## Extracted records
|---|

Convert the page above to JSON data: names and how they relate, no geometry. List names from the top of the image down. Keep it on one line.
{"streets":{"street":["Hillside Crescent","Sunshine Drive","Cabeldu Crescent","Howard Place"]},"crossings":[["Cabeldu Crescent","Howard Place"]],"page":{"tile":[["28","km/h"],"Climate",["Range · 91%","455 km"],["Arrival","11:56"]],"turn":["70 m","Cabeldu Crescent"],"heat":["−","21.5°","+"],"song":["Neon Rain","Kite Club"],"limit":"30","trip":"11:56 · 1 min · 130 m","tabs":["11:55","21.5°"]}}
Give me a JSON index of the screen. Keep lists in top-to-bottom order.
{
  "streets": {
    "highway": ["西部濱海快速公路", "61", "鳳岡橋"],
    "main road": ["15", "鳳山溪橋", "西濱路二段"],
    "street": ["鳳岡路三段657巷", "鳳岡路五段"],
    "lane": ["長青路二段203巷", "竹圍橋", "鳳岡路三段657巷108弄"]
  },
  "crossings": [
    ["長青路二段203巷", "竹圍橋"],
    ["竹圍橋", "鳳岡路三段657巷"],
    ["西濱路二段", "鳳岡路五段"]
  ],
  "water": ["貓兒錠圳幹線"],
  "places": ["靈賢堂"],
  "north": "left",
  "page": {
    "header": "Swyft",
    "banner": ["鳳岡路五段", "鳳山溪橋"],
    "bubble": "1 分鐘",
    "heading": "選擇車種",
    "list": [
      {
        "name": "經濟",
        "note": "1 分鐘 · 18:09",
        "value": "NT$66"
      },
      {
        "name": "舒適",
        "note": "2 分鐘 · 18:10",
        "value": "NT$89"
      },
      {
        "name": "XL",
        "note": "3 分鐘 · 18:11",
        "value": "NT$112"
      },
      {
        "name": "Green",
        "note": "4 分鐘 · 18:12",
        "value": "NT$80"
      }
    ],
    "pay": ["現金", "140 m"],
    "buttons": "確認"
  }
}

|---|

## Instructions to follow
Word for word, transcribe all of the records.

## Response below
Convert the page above to JSON data: names and how they relate, no geometry. List names from the top of the image down. Keep it on one line.
{"streets":{"street":["Hillside Crescent","Sunshine Drive","Cabeldu Crescent","Howard Place"]},"crossings":[["Cabeldu Crescent","Howard Place"]],"page":{"tile":[["28","km/h"],"Climate",["Range · 91%","455 km"],["Arrival","11:56"]],"turn":["70 m","Cabeldu Crescent"],"heat":["−","21.5°","+"],"song":["Neon Rain","Kite Club"],"limit":"30","trip":"11:56 · 1 min · 130 m","tabs":["11:55","21.5°"]}}
Give me a JSON index of the screen. Keep lists in top-to-bottom order.
{
  "streets": {
    "highway": ["西部濱海快速公路", "61", "鳳岡橋"],
    "main road": ["15", "鳳山溪橋", "西濱路二段"],
    "street": ["鳳岡路三段657巷", "鳳岡路五段"],
    "lane": ["長青路二段203巷", "竹圍橋", "鳳岡路三段657巷108弄"]
  },
  "crossings": [
    ["長青路二段203巷", "竹圍橋"],
    ["竹圍橋", "鳳岡路三段657巷"],
    ["西濱路二段", "鳳岡路五段"]
  ],
  "water": ["貓兒錠圳幹線"],
  "places": ["靈賢堂"],
  "north": "left",
  "page": {
    "header": "Swyft",
    "banner": ["鳳岡路五段", "鳳山溪橋"],
    "bubble": "1 分鐘",
    "heading": "選擇車種",
    "list": [
      {
        "name": "經濟",
        "note": "1 分鐘 · 18:09",
        "value": "NT$66"
      },
      {
        "name": "舒適",
        "note": "2 分鐘 · 18:10",
        "value": "NT$89"
      },
      {
        "name": "XL",
        "note": "3 分鐘 · 18:11",
        "value": "NT$112"
      },
      {
        "name": "Green",
        "note": "4 分鐘 · 18:12",
        "value": "NT$80"
      }
    ],
    "pay": ["現金", "140 m"],
    "buttons": "確認"
  }
}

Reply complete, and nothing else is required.